═══ MATERIAL FOR THIS TASK ═══

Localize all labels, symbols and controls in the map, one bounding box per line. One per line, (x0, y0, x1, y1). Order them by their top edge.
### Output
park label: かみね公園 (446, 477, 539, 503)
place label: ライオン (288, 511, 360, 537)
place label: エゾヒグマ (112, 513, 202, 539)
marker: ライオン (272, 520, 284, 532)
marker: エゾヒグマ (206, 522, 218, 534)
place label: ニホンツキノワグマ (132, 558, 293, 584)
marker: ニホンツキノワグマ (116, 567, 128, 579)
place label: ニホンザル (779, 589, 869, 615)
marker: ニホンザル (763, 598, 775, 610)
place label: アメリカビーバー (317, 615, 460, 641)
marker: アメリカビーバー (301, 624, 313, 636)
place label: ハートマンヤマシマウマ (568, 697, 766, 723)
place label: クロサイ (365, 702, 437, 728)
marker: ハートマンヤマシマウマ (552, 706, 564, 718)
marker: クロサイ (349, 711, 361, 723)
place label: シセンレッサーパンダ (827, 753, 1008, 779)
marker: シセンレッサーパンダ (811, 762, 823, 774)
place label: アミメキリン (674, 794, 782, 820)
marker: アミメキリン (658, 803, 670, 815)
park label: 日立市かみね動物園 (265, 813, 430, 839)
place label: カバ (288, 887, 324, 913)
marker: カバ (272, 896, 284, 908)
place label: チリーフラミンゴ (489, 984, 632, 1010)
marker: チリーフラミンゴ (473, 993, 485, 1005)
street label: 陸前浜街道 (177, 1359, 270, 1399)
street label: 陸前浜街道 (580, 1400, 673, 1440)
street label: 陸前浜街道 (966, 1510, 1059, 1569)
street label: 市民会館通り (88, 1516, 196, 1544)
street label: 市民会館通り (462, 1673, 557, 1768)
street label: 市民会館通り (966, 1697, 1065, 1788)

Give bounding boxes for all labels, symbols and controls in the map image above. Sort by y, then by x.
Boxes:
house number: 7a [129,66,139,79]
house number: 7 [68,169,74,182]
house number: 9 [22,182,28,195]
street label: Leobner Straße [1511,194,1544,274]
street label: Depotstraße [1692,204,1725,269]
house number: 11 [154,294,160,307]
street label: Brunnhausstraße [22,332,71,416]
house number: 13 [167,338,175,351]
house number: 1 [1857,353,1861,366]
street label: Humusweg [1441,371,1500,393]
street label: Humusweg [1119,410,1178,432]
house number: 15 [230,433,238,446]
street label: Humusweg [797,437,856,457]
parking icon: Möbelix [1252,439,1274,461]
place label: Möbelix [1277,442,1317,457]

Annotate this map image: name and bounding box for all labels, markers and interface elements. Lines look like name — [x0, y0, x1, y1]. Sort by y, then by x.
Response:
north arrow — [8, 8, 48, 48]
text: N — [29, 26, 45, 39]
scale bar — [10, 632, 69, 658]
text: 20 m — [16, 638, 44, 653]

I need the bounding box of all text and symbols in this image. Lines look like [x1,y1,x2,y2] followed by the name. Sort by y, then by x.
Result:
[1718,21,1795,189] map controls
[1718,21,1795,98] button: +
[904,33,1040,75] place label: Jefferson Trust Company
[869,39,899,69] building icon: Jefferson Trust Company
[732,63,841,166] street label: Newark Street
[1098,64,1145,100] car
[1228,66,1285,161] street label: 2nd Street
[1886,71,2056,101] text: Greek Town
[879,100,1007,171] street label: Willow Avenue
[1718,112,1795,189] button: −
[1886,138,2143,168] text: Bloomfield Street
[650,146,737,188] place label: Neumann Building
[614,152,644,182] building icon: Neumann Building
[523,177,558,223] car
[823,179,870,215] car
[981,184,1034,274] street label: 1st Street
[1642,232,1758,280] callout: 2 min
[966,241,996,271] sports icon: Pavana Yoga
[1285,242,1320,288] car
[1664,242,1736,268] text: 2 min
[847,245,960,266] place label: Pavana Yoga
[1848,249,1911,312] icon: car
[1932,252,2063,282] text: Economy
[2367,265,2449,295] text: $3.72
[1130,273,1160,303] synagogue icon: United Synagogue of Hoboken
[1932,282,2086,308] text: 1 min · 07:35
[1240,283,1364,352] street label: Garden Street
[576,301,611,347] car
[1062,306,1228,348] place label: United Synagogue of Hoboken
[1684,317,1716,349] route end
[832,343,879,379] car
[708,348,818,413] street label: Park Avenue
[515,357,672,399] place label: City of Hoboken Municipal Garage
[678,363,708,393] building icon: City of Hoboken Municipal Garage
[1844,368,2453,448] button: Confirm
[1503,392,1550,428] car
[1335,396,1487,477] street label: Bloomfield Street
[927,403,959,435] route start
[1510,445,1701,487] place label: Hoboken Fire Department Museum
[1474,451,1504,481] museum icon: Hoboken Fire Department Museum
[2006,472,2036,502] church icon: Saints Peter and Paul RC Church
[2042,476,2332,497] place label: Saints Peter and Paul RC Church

═══

Return every line of the material in which the word "Lines" is found.

EXERCISE OUTPUT
Annotate this map image: name and bounding box for all labels, markers and interface elements. Lines look like name — [x0, y0, x1, y1]. Sort by y, then by x.
I need the bounding box of all text and symbols in this image. Lines look like [x1,y1,x2,y2] followed by the name. Sort by y, then by x.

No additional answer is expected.